Missing data are often unavoidable, despite the best efforts to reduce their occurrence through trial design and conduct. The “International Conference for Harmonization Guidelines E9 Statistical Principles for Clinical Trials” states that missing data is a potential source of bias in clinical trials. Hence every effort should be undertaken to fulfill all the requirements of the protocol concerning the collection and management of data. In reality, however, there will almost always be some missing data. Unfortunately, no universally applicable methods of handling missing values can be recommended.[6] Hence, the best way of handling missing data is to avoid it. Some measures that can be taken to manage missing data are described below:

  1. A data coordinating and monitoring team should be constituted for all the clinical trials. It is a common practice done by statisticians to monitor the data collection and quality of the data. The statisticians should thoroughly check the data for missing values also along with other data quality indicators

  2. The data coordinating team should respond quickly and intimate to the study investigators if any missing value is encountered during the course of the study by generating the missing data reports at regular intervals, so that the majority of the missing data items can be salvaged in time (i.e. before the investigator loses the participant either due to completion of the study or due to dropping out in between the study)

  3. Missing data can also be avoided by the use of properly designed questionnaires and data collection tools. All instruments used in the study should be user-friendly and should be translated into simple language for the participants to easily understand. Language in the self-administered questionnaires given to the participants should be simple and unambiguous

  4. Electronic formats should be designed by providing the pop up messages for completing the requisite fields and hence that while entering the data at the site itself investigators could be made aware of the missing data items and necessary steps could be taken in time.

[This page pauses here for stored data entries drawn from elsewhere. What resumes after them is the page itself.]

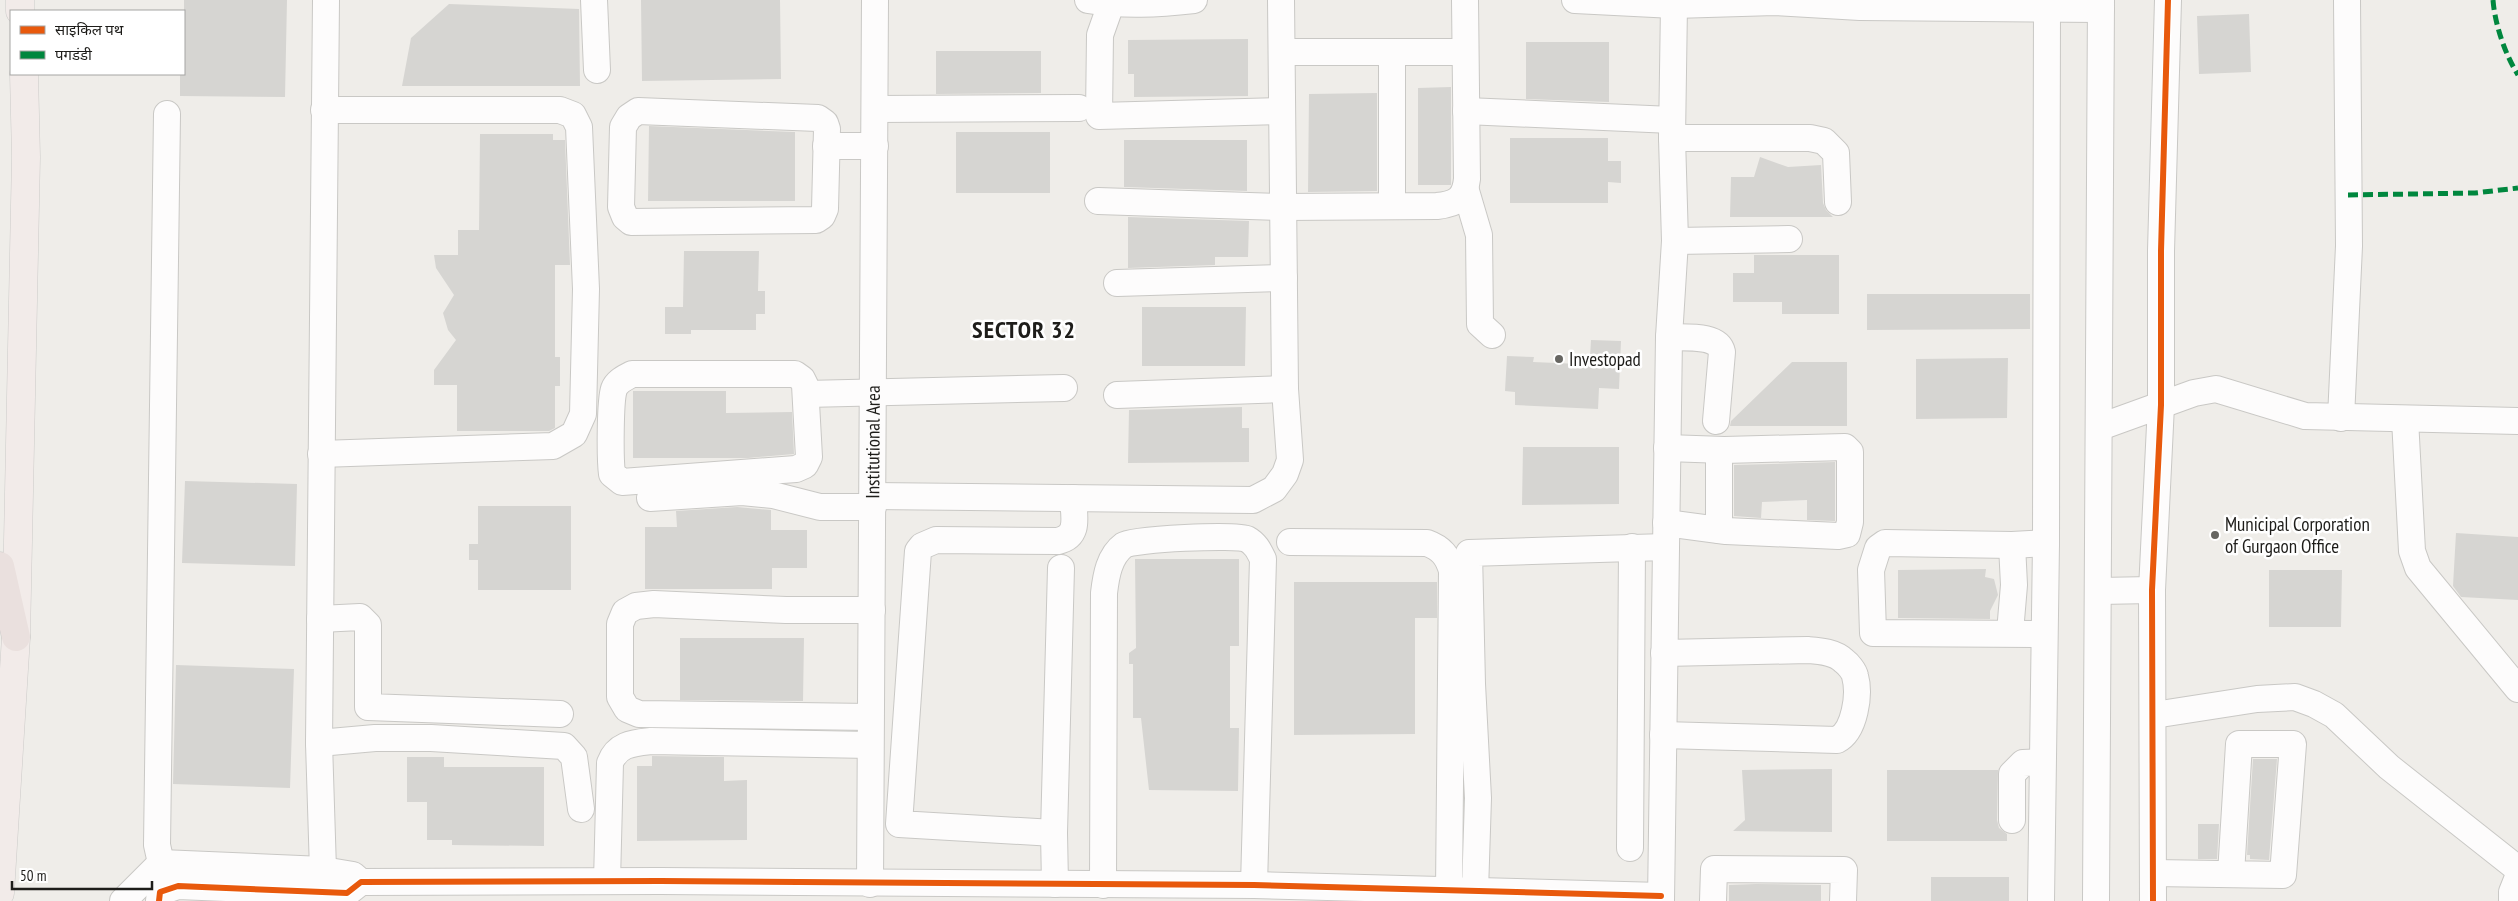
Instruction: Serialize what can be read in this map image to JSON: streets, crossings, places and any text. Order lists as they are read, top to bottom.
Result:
{
  "streets": {
    "street": ["Institutional Area"]
  },
  "districts": ["SECTOR 32"],
  "places": ["Investopad", "Municipal Corporation of Gurgaon Office"],
  "legend": ["साइकिल पथ", "पगडंडी"],
  "scale_bar": "50 m"
}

UNDERSTANDING THE NATURE OF MISSING DATA-MISSING DATA MECHANISMS

The most appropriate way to handle missing data will depend upon how the data points are missing. Recent progress in dealing with missing data has come from an understanding of the reasons why data may be missing. Most statistical methods dealing with missing data are strongly dependent on the nature of these mechanisms. Hence, violation of these assumptions can result in biased parameter estimation. Little and Rubin (1987) developed the very useful taxonomy for describing the assumptions regarding the type of missing data.[7,8,9,10] They have classified missing data mechanisms into three broad categories

Missing completely at random

Missing completely at random (MCAR) means that the missing data mechanism is unrelated to the values of any variables, whether missing or observed. Under MCAR the probability of the missing value is independent of both observed and unobserved measurements. The missing mechanism is unrelated to any inference the researcher wish to draw about the intervention effect. For example, some observations may be missing because of equipment failure in the clinic, or because a patient was unable to attend for some reason not related to his/her illness or its intervention (e.g. his/her child was unwell). Other examples of MCAR occur when a participant misses a survey administration due to scheduling difficulties or other unrelated reasons (such as a doctor's appointment), or an administrative blunder causes several test results to be misplaced prior to data entry. In such type of cases the average effect of intervention under study will be the same among those who do and do not have missing data. When the data is MCAR there is no impact on bias however, a loss of statistical power can occur. MCAR data exists when missing values are randomly distributed across all observations. In this case, observations with complete data are indistinguishable from those with incomplete data. That is, whether the data point on Y is missing is not at all related to the values of Y or to the values of any Xs in that dataset. E.g., if we are asking people their weight in a trial, some people might fail to respond for no good reason – that is, their nonresponse is in no way related to what their actual weight is, and is also not related to anything else we are measuring. The missing values are MCAR if the reason for the move is unrelated to other variables in the data set (e.g. socioeconomic status, disciplinary problems, or other study-related variables). Hence, when the data is MCAR than estimating the effect of intervention by analyzing the data of only those participants who do not have missing data will give the sensible results.

Missing at random

In practice trial, data are rarely MCAR. Usually there is an association between the chance of patient withdrawal and observations - typically intervention, baseline and (in longitudinal follow-up) measurements prior to withdrawal. Missing at random (MAR) data exists when the observations with incomplete data differ from those with complete data, but the pattern of data missing on Y can be predicted from other variables in the dataset (Xs) and beyond that bears no relationship to Y itself - that is, whatever nonrandom processes existed in generating the missing data on Y can be explained by the rest of the variables in the dataset. MAR assumes that the actual variables where data are missing are not cause of the incomplete data instead; the cause of the missing data is due to some factors that we also measured. E.g., only female sex may be less likely to disclose its weight. In this case, it is not sensible to include in the analysis only those with complete data. For example, suppose that worse health at baseline is associated both with increased risk of withdrawal and poor response to intervention. Analyzing data from the patients who remain to the end of the trial will thus give an over optimistic view of the intervention effect. Another example of MAR data is, a participant may be removed from a trial if his/her condition is not controlled sufficiently well (according to pre-defined criteria on the response).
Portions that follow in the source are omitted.